Japan Geoscience Union Meeting 2025

Presentation information

[E] Poster

P (Space and Planetary Sciences ) » P-EM Solar-Terrestrial Sciences, Space Electromagnetism & Space Environment

[P-EM10] Space Weather and Space Climate

Tue. May 27, 2025 5:15 PM - 7:15 PM Poster Hall (Exhibition Hall 7&8, Makuhari Messe)

convener:Ryuho Kataoka(National Institute of Polar Research), Antti Pulkkinen(NASA Goddard Space Flight Center), Mary Aronne(NASA GSFC/CUA), Yumi Bamba(National Institute of Information and Communications Technology)

5:15 PM - 7:15 PM

[PEM10-P03] Autoencoder-Based Detection of Anomalous Stokes V Spectra in the Flare-Producing Active Region 13663 Using Hinode/SP Observations

*Jargalmaa Batmunkh1, Yusuke Iida1, Takayoshi Oba2 (1.Niigata University, 2.Max Planck Institute for Solar System Research)
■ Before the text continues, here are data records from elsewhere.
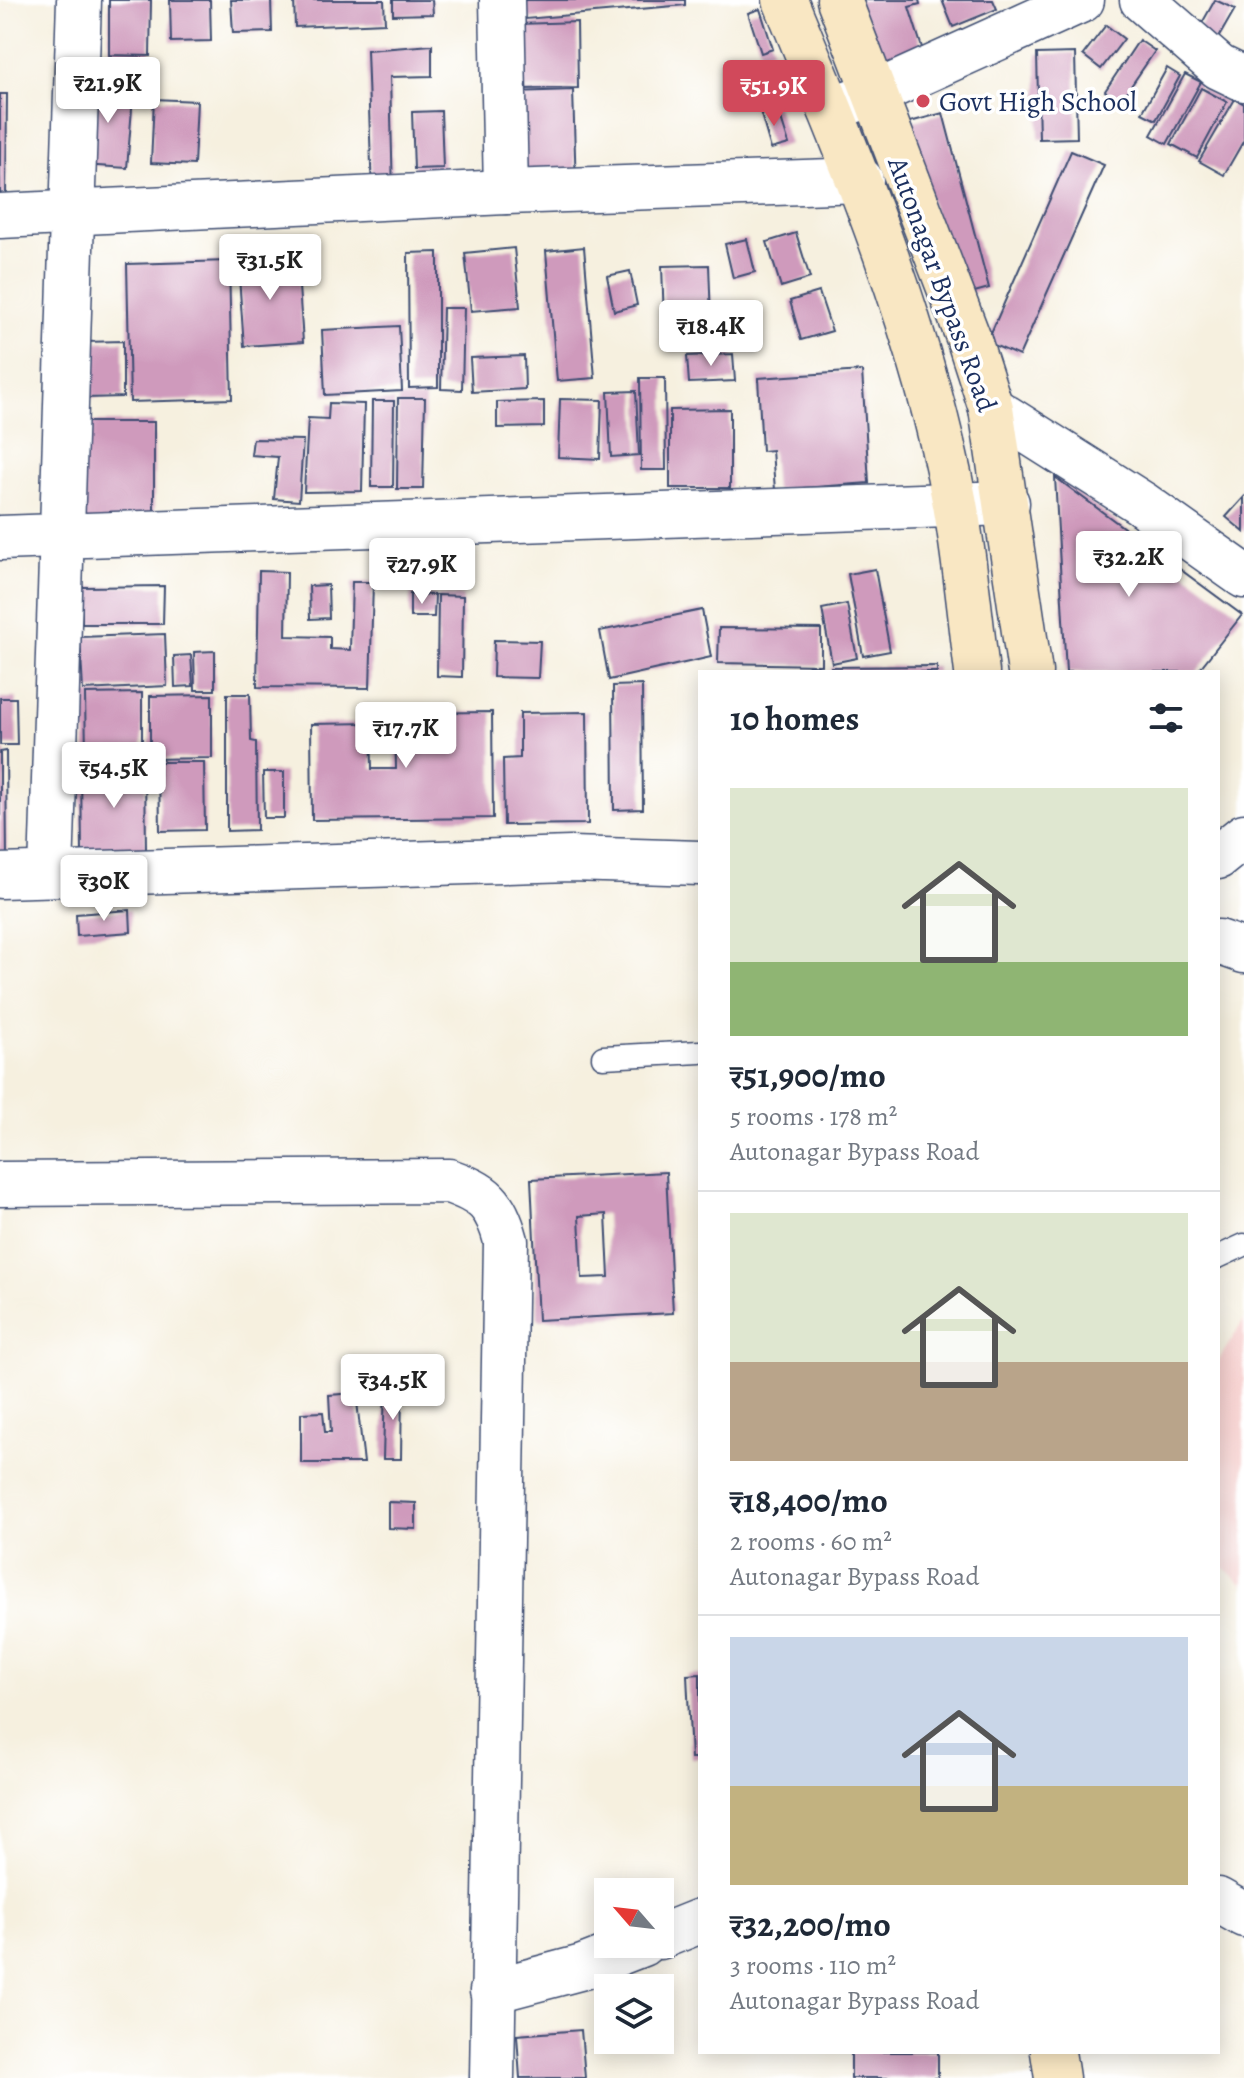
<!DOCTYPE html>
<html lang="en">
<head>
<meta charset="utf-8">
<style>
	:root { --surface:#fff; --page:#f2f2f3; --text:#1f2937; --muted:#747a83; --line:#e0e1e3; --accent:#d1495b }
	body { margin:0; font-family:Alegreya,serif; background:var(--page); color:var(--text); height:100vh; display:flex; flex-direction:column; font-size:30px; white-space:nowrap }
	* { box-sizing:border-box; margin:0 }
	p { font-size:26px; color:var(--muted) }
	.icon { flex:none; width:44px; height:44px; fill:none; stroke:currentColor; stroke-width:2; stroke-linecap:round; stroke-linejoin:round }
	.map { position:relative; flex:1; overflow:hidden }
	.side { position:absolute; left:698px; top:670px; width:522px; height:1384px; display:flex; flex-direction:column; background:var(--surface); border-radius:0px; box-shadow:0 4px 20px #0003 }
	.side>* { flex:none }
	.needle { width:52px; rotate:298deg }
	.controls { position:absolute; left:594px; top:1878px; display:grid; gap:16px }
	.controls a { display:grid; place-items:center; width:80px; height:80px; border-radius:0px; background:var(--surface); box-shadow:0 4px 20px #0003; font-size:40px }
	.price { position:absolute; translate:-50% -68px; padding:0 18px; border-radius:8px; background:#fff; color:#222; font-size:26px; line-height:52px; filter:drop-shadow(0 2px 4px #0008) }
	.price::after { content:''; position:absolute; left:50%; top:48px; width:24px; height:18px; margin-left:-12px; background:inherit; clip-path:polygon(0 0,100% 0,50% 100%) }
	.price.current { background:var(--accent); color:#fff }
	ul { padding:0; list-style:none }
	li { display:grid; align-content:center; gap:16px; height:424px; padding:0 32px }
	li+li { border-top:2px solid var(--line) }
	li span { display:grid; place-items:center; height:248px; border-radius:0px; color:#555 }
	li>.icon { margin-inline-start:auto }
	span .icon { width:144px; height:144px; fill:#fffc; stroke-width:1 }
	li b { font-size:34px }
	h2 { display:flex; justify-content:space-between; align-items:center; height:96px; padding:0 32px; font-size:34px }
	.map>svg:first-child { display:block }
	.built { fill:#f7d0cf }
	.building { fill:#cf9abc; fill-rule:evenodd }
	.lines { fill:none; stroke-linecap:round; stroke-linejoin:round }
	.lane-casing { stroke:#3c4c71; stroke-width:25 }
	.street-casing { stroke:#3c4c71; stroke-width:47 }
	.secondary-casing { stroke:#3c4c71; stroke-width:47 }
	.lane { stroke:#fff; stroke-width:22 }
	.street { stroke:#fff; stroke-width:44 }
	.secondary { stroke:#f9e7c3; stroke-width:44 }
	.poi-dot { fill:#d1495b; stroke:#fff; stroke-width:3 }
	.labels { text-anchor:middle; stroke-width:7; stroke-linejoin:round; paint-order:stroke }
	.poi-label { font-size:28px; fill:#1b2f5e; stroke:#fff; text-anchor:start }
	.street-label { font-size:28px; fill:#1b2f5e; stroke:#fff }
</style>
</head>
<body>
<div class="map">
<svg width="1244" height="2078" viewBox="0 0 1244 2078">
	<rect width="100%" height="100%" fill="#fff"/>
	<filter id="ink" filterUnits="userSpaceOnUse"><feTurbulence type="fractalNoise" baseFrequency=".0125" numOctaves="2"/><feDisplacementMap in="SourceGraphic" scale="16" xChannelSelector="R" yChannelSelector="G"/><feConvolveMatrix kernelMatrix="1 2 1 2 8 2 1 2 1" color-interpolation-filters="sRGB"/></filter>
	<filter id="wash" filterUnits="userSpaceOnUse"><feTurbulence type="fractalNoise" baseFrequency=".006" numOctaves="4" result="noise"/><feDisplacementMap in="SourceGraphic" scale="32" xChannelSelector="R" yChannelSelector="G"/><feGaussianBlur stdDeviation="1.8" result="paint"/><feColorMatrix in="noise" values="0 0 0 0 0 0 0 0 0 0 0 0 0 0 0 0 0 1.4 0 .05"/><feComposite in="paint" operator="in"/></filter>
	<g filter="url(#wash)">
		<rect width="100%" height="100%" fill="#f6f0df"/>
		<polygon class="built" points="1244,1320 1244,1585 1218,1562 1218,1361"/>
		<g id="blocks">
			<g class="building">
				<polygon points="109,0 151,0 150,56 109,55"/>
				<polygon points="170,0 210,0 211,41 171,42"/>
				<polygon points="231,0 271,0 272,32 233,33"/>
				<polygon points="294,0 384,0 385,23 295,27"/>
				<polygon points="393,0 432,0 433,14 393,15"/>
				<polygon points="513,0 685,0 685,5 514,20"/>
				<polygon points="853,0 919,0 920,4 909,7 924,54 875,70"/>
				<polygon points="942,0 993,0 997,9 953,27"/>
				<polygon points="1215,0 1235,9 1216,42 1197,32"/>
				<polygon points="760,9 773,49 761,53 748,13"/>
				<polygon points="577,22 578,88 520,89 519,24"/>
				<polygon points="1106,25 1124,39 1101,69 1083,55"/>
				<polygon points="1139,40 1155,51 1120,102 1105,91"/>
				<polygon points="432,45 432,76 390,77 393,193 372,194 367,50"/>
				<polygon points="1075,53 1077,138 1039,139 1037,54"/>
				<polygon points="1167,68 1180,76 1156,120 1142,113"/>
				<polygon points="1185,74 1201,82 1167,144 1151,135"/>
				<polygon points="89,82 134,85 127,168 83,165"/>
				<polygon points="1201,88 1227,102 1197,158 1171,144"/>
				<polygon points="573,90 576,188 517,190 514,92"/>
				<polygon points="0,94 7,94 6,195 0,195"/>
				<polygon points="154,99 197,101 194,165 151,163"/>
				<polygon points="1235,99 1244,104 1244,140 1224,175 1199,161"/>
				<polygon points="777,106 789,144 771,149 760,111"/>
				<polygon points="441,111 443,168 414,169 412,112"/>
				<polygon points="943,113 989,288 956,297 910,122"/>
				<polygon points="1071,151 1104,165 1019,356 987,342"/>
				<polygon points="796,233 810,278 781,287 767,242"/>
				<polygon points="747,239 755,272 733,278 725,244"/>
				<polygon points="584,247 595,378 557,381 546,251"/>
				<polygon points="514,248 520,307 471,311 465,253"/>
				<polygon points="438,252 438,387 409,388 408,253"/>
				<polygon points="297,259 303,342 244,346 238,263"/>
				<polygon points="229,261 232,399 130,402 127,264"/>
				<polygon points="709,265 711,318 664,320 662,266"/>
				<polygon points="630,271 637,305 614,311 607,276"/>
				<polygon points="819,292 832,331 801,340 790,301"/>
				<polygon points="443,308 464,308 462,390 441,389"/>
				<polygon points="399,326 402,391 325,395 322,330"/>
				<polygon points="123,341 123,397 85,398 84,342"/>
				<polygon points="733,354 735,381 689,383 687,356"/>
				<polygon points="524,356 525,389 472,392 470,358"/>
				<polygon points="862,371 869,483 775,490 772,450 762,451 758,378"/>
				<polygon points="640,378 665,378 666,470 641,470"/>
				<polygon points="636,391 639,455 611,457 608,392"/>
				<polygon points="398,398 425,398 423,489 397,489"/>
				<polygon points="560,399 602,400 600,459 558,457"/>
				<polygon points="372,401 394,401 393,487 371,487"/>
				<polygon points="544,401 544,427 497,428 497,402"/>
				<polygon points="329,403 364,404 362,491 304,492 308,418 328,419"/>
				<polygon points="730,409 730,488 670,488 670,410"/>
				<polygon points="75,422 154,422 154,529 76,530"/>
				<polygon points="253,439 303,440 299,501 274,499 278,457 251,455"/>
				<polygon points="1055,477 1242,615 1197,672 1066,672"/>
				<polygon points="1244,497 1244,532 1226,517"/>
				<polygon points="875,569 890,651 863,656 848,574"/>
				<polygon points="259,571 287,572 286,636 330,637 330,649 350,650 352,582 373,582 370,688 257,687"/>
				<polygon points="328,585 329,618 310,619 309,586"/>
				<polygon points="164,586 163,624 82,624 82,587"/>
				<polygon points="410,594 435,595 434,617 410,617"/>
				<polygon points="438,595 463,596 462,677 437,676"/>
				<polygon points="847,604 857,658 832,663 822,609"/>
				<polygon points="702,610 711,657 609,680 600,631"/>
				<polygon points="719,628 821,629 821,665 718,663"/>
				<polygon points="165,634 167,686 83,690 80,637"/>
				<polygon points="494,640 540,641 538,678 493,677"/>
				<polygon points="215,651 215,690 195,690 194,652"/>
				<polygon points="191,655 193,686 175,687 174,656"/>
				<polygon points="937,666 937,672 831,672 831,667"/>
				<polygon points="642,685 643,809 614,810 613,686"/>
				<polygon points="142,693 142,753 86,754 85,694"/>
				<polygon points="227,694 250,694 251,741 256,742 257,830 227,831"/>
				<polygon points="212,695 212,758 150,759 150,696"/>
				<polygon points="0,698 16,698 17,745 0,745"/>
				<polygon points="492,712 493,818 312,820 311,724 371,723 372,769 396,769 395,713"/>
				<polygon points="587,712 588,824 504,825 503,759 520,758 520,713"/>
				<polygon points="6,751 7,860 0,860 0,752"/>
				<polygon points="159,762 204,762 205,830 160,831"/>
				<polygon points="145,767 146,851 82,852 81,768"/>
				<polygon points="263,772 284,772 284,818 264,818"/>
				<polygon points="130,910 131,932 77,936 76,914"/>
				<path d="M666,1172l7,141 -135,7 -7,-141zM606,1214l3,63 -27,1 -3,-62z"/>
				<polygon points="385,1384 402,1384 401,1459 383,1459"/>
				<polygon points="356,1393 364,1463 301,1463 301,1413 323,1412 325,1432 331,1432 329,1395"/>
				<polygon points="388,1502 416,1503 416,1529 388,1528"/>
				<polygon points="700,1674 700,1758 691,1758 687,1675"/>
				<polygon points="581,2030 585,2078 520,2078 517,2035"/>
				<rect x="851" y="2052" width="87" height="26"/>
			</g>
		</g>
	</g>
	<g filter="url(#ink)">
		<use href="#blocks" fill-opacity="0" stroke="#3c4c71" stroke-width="2"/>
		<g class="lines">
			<defs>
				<g id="lane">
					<polyline points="603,1057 700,1052"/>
					<polyline points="1218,1257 1244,1245"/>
				</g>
				<g id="street">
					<polyline points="502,0 506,192"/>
					<polyline points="1142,0 1219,67 1244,79"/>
					<polyline points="830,109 876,93 1082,0"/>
					<polyline points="0,216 506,192 861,180"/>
					<polyline points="991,408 1141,503 1244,576"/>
					<polyline points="0,538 1007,503"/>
					<polyline points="1218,857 1244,836"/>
					<polyline points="51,873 79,0"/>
					<polyline points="0,876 571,859 700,863"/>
					<polyline points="1218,942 1244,951"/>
					<path d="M0,1184l449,-3c36,13 47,22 57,60l-14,837"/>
					<polyline points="1218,1900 1244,1915"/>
					<polyline points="660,1937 700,1921"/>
					<polyline points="492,1991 583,1967 642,1944"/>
				</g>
				<g id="secondary">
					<path d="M785,0c68,164 137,328 170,504 10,55 15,112 22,168"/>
					<polyline points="839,0 968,337 991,408 1030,672"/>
					<polyline points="1053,2052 1057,2078"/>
				</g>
			</defs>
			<use href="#lane" class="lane-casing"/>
			<use href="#street" class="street-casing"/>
			<use href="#secondary" class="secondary-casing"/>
			<use href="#lane" class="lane"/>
			<use href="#street" class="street"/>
			<use href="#secondary" class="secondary"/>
		</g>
	</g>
	<circle class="poi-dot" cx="923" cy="101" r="8"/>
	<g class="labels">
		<g class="poi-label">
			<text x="939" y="111">Govt High School</text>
		</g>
		<g class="street-label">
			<text transform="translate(943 284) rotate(70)" y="10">Autonagar Bypass Road</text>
		</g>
	</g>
</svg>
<div class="controls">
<a><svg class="needle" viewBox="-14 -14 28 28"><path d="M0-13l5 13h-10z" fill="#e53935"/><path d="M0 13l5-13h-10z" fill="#747a83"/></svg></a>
<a><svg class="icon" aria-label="layers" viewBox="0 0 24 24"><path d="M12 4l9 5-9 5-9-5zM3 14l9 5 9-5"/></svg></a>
</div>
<b class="price" style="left:108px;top:125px">₹21.9K</b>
<b class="price current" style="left:774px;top:128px">₹51.9K</b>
<b class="price" style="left:270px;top:302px">₹31.5K</b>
<b class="price" style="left:711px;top:368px">₹18.4K</b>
<b class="price" style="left:1129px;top:599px">₹32.2K</b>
<b class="price" style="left:422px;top:606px">₹27.9K</b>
<b class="price" style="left:406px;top:770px">₹17.7K</b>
<b class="price" style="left:114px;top:810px">₹54.5K</b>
<b class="price" style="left:104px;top:923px">₹30K</b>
<b class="price" style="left:393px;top:1422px">₹34.5K</b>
<section class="side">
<h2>10 homes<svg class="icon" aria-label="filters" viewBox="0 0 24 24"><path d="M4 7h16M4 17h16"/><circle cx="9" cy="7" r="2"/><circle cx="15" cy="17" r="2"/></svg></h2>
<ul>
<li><span style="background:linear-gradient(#dfe7d0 70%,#8fb573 0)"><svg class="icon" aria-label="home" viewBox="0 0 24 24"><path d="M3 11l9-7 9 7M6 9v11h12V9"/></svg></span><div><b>₹51,900/mo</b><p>5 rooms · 178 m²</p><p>Autonagar Bypass Road</p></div></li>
<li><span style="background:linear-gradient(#dfe7d0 60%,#b9a48a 0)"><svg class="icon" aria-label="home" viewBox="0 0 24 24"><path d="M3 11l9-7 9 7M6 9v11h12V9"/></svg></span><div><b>₹18,400/mo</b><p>2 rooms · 60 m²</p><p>Autonagar Bypass Road</p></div></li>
<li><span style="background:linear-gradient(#c9d6e8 60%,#c2b280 0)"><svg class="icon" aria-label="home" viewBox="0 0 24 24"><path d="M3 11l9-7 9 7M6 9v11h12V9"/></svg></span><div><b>₹32,200/mo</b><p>3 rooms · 110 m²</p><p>Autonagar Bypass Road</p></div></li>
</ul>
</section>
</div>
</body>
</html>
Keywords:Solar physics, Sunspot, Spectro-polarimetry, Deep learning, Anomaly detection

Detecting unusual signals in observational solar spectra is crucial for understanding the features associated with impactful space weather events, such as solar flares. However, existing spectral analysis techniques face challenges, particularly when relying on pre-defined, physics-based calculations to process large volumes of noisy and complex observational data. To address these limitations, we applied deep learning to detect anomalies in the Stokes V spectra from the Hinode/SP instrument. Specifically, we developed an autoencoder model tailored for anomaly detection in pre-flare data. The model effectively identifies anomalous spectra within spectro-polarimetric maps captured prior to the onset of the X1.3 flare on May 5, 2024, in NOAA AR 13663. These atypical spectral points exhibit highly complex profiles and spatially align with polarity inversion lines in magnetogram images, indicating their potential as sites of magnetic energy storage and possible triggers for flares. Notably, the detected anomalies are highly localized, making them particularly challenging to identify in magnetogram images using current manual methods. These results suggest that the proposed approach holds promise as an automated, complementary detection tool to support solar flare prediction.